Lightning-fast internet connections will be coming to Adelaide in the form of a so-called Gig City rollout through a $4.65 million plan announced this past Wednesday by South Australian Premier Jay Weatherill.
The funding for the new network will be included in the state budget, with the aim of boosting economic growth through innovation.
When completed, the network will offer users internet connections of one gigabit per second, with the possibility of ten gigabit speeds available for businesses prepared to upgrade their own technology.
This will make the Adelaide network at least ten times faster than the National Broadband Network (NBN), which tops out at 100 megabits per second.
“Having access to ultra-fast internet will drive significant economic development and job creation opportunities and will embed South Australia as a leading centre for innovation and entrepreneurship,” Weatherill said in a media release.

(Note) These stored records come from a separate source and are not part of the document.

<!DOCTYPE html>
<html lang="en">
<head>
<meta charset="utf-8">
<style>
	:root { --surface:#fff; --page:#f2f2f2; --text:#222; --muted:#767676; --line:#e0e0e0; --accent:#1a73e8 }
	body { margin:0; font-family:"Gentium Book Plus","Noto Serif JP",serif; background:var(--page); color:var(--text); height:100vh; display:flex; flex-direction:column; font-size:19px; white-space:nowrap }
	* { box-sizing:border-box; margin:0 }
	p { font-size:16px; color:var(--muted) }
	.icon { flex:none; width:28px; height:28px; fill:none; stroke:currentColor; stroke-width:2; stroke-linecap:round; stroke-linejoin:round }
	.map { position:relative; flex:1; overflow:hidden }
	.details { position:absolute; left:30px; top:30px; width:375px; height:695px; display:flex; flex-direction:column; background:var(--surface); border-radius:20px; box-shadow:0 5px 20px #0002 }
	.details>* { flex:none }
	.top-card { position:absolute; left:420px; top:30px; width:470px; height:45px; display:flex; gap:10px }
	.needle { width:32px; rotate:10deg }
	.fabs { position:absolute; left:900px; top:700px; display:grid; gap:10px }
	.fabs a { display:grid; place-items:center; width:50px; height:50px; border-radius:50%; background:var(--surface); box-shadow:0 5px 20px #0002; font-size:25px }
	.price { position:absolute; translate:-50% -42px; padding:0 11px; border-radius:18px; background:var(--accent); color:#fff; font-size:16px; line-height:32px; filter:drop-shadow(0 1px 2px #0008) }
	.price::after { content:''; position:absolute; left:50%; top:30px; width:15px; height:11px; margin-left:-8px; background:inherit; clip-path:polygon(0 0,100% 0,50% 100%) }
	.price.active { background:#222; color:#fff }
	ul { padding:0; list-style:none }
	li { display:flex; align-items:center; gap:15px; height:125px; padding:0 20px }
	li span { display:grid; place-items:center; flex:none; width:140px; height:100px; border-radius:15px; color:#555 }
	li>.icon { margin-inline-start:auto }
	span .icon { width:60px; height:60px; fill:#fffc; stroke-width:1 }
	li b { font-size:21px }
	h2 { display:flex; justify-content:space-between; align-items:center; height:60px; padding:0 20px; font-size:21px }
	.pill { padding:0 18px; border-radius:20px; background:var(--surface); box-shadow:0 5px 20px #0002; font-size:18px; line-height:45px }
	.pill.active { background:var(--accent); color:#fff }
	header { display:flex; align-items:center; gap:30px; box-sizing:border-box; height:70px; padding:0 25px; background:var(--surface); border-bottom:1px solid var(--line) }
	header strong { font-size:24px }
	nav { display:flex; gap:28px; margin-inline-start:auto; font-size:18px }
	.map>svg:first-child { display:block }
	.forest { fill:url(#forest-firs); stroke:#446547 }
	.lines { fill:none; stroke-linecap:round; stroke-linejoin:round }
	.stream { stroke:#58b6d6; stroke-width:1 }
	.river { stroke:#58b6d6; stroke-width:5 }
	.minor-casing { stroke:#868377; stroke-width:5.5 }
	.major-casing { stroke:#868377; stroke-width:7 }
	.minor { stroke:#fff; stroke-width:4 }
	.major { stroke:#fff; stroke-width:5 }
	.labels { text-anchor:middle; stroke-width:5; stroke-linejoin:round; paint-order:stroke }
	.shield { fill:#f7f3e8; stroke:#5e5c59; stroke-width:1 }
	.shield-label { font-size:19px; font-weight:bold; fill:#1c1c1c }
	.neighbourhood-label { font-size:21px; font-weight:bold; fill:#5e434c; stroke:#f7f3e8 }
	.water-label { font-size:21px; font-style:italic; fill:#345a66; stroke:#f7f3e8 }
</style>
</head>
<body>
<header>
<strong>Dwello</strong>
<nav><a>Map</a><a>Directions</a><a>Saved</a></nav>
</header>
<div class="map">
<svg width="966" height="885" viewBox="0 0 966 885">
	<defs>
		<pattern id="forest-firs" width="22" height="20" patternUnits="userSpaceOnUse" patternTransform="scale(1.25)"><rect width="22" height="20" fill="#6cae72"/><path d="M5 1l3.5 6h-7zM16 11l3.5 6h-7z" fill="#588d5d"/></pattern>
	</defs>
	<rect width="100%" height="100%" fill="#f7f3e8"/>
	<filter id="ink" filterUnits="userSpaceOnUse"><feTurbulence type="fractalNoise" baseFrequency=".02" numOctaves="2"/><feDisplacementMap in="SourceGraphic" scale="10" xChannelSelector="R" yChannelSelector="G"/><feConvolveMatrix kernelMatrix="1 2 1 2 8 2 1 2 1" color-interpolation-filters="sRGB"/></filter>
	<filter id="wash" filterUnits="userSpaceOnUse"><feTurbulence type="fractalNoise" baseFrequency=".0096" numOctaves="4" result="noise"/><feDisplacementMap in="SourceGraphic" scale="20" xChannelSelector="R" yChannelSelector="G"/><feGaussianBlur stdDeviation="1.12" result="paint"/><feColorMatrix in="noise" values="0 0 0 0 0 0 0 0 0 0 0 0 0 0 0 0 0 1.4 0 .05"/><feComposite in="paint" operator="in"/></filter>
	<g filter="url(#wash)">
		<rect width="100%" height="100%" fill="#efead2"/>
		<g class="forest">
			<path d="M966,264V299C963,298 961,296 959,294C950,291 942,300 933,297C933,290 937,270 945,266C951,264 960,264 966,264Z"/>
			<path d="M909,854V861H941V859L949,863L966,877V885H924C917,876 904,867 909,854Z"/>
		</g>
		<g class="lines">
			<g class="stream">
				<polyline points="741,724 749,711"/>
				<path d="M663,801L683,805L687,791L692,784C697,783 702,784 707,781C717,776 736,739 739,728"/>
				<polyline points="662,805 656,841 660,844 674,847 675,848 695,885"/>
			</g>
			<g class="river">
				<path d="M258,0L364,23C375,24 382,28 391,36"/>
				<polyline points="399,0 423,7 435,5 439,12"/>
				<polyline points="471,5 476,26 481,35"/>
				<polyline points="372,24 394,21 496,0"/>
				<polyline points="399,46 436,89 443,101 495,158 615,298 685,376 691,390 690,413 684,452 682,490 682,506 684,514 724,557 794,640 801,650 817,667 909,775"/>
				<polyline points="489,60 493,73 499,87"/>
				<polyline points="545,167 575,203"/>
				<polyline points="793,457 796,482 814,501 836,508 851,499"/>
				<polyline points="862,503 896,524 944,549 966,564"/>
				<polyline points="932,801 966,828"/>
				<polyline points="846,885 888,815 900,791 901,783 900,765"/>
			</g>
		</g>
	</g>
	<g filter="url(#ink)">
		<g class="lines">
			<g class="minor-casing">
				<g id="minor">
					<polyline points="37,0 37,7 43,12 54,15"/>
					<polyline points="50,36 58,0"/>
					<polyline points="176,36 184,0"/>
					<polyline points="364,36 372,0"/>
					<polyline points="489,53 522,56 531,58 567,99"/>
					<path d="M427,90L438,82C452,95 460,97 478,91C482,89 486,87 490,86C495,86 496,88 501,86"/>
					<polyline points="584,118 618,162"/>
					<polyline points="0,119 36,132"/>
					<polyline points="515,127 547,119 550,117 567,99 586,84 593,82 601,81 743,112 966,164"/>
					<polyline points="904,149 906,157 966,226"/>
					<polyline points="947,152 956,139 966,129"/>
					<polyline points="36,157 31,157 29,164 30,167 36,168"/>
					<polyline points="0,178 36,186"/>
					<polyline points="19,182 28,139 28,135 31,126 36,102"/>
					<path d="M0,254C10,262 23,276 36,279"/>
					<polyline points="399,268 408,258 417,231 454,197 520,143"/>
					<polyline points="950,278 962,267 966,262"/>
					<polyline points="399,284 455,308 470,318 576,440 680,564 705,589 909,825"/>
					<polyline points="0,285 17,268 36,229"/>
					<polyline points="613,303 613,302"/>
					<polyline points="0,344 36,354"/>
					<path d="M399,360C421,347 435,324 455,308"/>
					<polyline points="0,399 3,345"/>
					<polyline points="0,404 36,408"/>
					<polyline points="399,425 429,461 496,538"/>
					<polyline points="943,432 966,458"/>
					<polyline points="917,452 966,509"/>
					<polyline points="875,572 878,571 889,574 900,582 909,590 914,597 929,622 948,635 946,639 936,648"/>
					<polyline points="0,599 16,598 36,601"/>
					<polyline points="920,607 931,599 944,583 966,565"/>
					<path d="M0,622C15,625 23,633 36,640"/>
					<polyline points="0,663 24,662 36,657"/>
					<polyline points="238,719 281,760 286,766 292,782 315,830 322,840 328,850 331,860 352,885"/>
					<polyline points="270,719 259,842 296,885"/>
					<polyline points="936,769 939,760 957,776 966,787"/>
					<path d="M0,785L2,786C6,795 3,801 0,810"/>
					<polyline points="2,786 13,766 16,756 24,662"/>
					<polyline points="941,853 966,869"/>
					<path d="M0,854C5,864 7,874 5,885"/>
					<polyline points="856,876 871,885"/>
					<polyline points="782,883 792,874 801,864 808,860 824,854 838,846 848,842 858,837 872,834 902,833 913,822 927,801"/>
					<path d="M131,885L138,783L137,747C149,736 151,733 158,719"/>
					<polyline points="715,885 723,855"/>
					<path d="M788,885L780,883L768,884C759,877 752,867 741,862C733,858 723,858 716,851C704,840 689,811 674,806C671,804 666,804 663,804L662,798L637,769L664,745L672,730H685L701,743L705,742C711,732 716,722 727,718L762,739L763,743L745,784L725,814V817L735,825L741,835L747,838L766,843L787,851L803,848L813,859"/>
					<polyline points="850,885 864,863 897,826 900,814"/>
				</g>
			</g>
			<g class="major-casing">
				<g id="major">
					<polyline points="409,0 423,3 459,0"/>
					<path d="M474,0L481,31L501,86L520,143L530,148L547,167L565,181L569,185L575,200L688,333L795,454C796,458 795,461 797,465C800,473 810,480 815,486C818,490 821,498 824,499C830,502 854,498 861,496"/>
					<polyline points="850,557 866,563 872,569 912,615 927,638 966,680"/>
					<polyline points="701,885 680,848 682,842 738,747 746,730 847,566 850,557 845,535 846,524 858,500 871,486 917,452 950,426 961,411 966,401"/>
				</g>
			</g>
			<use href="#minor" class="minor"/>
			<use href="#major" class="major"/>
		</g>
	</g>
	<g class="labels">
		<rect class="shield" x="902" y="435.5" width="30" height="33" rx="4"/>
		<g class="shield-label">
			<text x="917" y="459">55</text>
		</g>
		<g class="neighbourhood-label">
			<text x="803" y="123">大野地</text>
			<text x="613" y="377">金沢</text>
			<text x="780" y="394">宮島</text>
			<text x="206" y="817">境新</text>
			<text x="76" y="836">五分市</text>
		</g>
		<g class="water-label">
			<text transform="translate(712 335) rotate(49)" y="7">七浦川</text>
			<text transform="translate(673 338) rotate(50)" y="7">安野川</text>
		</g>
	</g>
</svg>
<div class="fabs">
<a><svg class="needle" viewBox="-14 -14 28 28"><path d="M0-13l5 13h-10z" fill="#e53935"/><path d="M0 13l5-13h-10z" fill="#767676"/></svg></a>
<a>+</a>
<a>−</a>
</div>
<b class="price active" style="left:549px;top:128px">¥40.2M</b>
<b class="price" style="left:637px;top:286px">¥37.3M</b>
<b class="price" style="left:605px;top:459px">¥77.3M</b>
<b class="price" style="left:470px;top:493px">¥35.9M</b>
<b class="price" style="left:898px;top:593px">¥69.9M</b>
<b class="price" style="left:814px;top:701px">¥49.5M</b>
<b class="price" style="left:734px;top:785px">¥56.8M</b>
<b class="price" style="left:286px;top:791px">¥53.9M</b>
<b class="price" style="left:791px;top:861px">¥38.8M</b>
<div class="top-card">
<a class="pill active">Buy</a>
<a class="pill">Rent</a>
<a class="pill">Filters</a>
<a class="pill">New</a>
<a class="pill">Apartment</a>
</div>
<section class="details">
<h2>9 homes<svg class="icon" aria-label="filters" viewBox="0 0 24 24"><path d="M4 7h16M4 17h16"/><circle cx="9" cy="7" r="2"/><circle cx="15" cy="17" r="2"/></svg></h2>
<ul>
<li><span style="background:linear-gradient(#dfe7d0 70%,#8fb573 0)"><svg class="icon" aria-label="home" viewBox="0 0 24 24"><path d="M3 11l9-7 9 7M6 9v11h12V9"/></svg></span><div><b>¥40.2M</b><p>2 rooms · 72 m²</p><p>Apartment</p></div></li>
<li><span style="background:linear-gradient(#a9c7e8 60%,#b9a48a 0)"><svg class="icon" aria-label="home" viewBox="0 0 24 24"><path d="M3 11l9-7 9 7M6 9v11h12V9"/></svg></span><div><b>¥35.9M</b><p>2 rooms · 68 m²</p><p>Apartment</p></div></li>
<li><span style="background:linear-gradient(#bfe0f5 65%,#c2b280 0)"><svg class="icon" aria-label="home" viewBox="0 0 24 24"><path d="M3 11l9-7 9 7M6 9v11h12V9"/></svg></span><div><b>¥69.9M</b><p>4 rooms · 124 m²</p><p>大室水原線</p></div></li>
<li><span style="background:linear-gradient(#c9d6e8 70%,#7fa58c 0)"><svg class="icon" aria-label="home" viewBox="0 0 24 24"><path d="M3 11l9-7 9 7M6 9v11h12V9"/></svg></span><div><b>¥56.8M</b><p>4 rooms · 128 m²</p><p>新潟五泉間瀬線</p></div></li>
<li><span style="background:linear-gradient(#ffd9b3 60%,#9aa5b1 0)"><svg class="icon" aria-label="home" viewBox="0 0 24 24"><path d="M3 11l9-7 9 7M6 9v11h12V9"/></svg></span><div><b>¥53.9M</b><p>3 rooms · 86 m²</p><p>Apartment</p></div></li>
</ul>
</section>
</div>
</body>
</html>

“By building the infrastructure of the future, innovative and high-tech businesses will want to establish and relocate to Adelaide from around the world to take advantage of the ultra-fast internet speeds.”
The network, which will begin implementation by the end of the year, is to make Adelaide Australia’s first “Gig City” — a term used to describe localities with internet speeds of more than one gigabit.
The super-quick connections were first rolled out in Chattanooga, a mid-sized city in the American state of Tennessee. The investment attracted tech businesses to a city that had seen its economic fortunes wane.
“You don’t see many mid-sized cities that have the kind of activity that we have right now in Chattanooga,” the city’s mayor, Andy Berke, told The Guardian in 2014. “What the Gig did was change the idea of what our city could be.”
The South Australian government hopes Adelaide’s induction into the Gig City club will make it the capital of ultra-fast internet for business.
“By giving tech start-ups and other businesses access to ultra-fast internet through the Gig City program, we can help those new businesses grow faster and attract entrepreneurs to South Australia,” Treasurer Tom Koutsantonis said in a release.
The Adelaide network will use SABRENet, an optical fibre telecommunications network owned by the South Australian government and the state’s universities.